*** Opening of DATA PROVIDED ***
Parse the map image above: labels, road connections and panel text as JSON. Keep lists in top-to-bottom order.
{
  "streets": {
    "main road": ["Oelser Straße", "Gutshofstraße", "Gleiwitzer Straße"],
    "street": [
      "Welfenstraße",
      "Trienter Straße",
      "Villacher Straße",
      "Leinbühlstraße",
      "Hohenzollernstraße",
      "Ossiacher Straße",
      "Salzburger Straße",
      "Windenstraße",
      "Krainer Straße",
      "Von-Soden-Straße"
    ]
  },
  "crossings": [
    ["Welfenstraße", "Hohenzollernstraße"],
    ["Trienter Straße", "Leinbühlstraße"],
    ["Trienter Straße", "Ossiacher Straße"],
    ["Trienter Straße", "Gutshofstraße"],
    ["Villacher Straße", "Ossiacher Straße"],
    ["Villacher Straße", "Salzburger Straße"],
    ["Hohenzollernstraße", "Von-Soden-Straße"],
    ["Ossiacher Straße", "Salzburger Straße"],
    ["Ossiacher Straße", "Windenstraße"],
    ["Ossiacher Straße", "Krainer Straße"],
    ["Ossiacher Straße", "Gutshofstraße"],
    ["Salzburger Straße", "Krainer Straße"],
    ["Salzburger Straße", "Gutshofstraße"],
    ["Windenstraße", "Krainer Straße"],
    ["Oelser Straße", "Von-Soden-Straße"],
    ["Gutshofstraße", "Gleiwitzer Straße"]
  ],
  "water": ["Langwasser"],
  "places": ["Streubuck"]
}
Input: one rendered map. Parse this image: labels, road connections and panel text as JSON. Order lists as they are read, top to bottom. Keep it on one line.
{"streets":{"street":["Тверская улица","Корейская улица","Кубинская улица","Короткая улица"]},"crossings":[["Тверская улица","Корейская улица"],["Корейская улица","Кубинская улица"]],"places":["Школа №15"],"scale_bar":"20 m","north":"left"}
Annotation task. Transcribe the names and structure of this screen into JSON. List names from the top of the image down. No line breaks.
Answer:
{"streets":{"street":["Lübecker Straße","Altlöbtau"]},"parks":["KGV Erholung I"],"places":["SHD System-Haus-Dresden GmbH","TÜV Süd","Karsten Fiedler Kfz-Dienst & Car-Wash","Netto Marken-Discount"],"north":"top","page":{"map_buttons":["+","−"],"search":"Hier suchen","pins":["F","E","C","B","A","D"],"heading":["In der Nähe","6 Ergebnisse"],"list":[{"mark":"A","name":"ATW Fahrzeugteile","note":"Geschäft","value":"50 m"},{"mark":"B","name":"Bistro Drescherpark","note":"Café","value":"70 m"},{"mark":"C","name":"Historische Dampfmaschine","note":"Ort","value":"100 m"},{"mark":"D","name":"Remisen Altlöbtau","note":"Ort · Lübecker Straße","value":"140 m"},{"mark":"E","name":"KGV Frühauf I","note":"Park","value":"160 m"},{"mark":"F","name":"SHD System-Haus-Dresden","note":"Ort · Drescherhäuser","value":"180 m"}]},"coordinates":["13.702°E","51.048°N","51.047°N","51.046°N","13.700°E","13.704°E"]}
*** Close of DATA PROVIDED ***
**WHAT YOU HAVE TO DO:** Write down the entries above again. Copy them word for word.

**SOLUTION FOR THIS EXERCISE:**
Parse the map image above: labels, road connections and panel text as JSON. Keep lists in top-to-bottom order.
{
  "streets": {
    "main road": ["Oelser Straße", "Gutshofstraße", "Gleiwitzer Straße"],
    "street": [
      "Welfenstraße",
      "Trienter Straße",
      "Villacher Straße",
      "Leinbühlstraße",
      "Hohenzollernstraße",
      "Ossiacher Straße",
      "Salzburger Straße",
      "Windenstraße",
      "Krainer Straße",
      "Von-Soden-Straße"
    ]
  },
  "crossings": [
    ["Welfenstraße", "Hohenzollernstraße"],
    ["Trienter Straße", "Leinbühlstraße"],
    ["Trienter Straße", "Ossiacher Straße"],
    ["Trienter Straße", "Gutshofstraße"],
    ["Villacher Straße", "Ossiacher Straße"],
    ["Villacher Straße", "Salzburger Straße"],
    ["Hohenzollernstraße", "Von-Soden-Straße"],
    ["Ossiacher Straße", "Salzburger Straße"],
    ["Ossiacher Straße", "Windenstraße"],
    ["Ossiacher Straße", "Krainer Straße"],
    ["Ossiacher Straße", "Gutshofstraße"],
    ["Salzburger Straße", "Krainer Straße"],
    ["Salzburger Straße", "Gutshofstraße"],
    ["Windenstraße", "Krainer Straße"],
    ["Oelser Straße", "Von-Soden-Straße"],
    ["Gutshofstraße", "Gleiwitzer Straße"]
  ],
  "water": ["Langwasser"],
  "places": ["Streubuck"]
}
Input: one rendered map. Parse this image: labels, road connections and panel text as JSON. Order lists as they are read, top to bottom. Keep it on one line.
{"streets":{"street":["Тверская улица","Корейская улица","Кубинская улица","Короткая улица"]},"crossings":[["Тверская улица","Корейская улица"],["Корейская улица","Кубинская улица"]],"places":["Школа №15"],"scale_bar":"20 m","north":"left"}
Annotation task. Transcribe the names and structure of this screen into JSON. List names from the top of the image down. No line breaks.
Answer:
{"streets":{"street":["Lübecker Straße","Altlöbtau"]},"parks":["KGV Erholung I"],"places":["SHD System-Haus-Dresden GmbH","TÜV Süd","Karsten Fiedler Kfz-Dienst & Car-Wash","Netto Marken-Discount"],"north":"top","page":{"map_buttons":["+","−"],"search":"Hier suchen","pins":["F","E","C","B","A","D"],"heading":["In der Nähe","6 Ergebnisse"],"list":[{"mark":"A","name":"ATW Fahrzeugteile","note":"Geschäft","value":"50 m"},{"mark":"B","name":"Bistro Drescherpark","note":"Café","value":"70 m"},{"mark":"C","name":"Historische Dampfmaschine","note":"Ort","value":"100 m"},{"mark":"D","name":"Remisen Altlöbtau","note":"Ort · Lübecker Straße","value":"140 m"},{"mark":"E","name":"KGV Frühauf I","note":"Park","value":"160 m"},{"mark":"F","name":"SHD System-Haus-Dresden","note":"Ort · Drescherhäuser","value":"180 m"}]},"coordinates":["13.702°E","51.048°N","51.047°N","51.046°N","13.700°E","13.704°E"]}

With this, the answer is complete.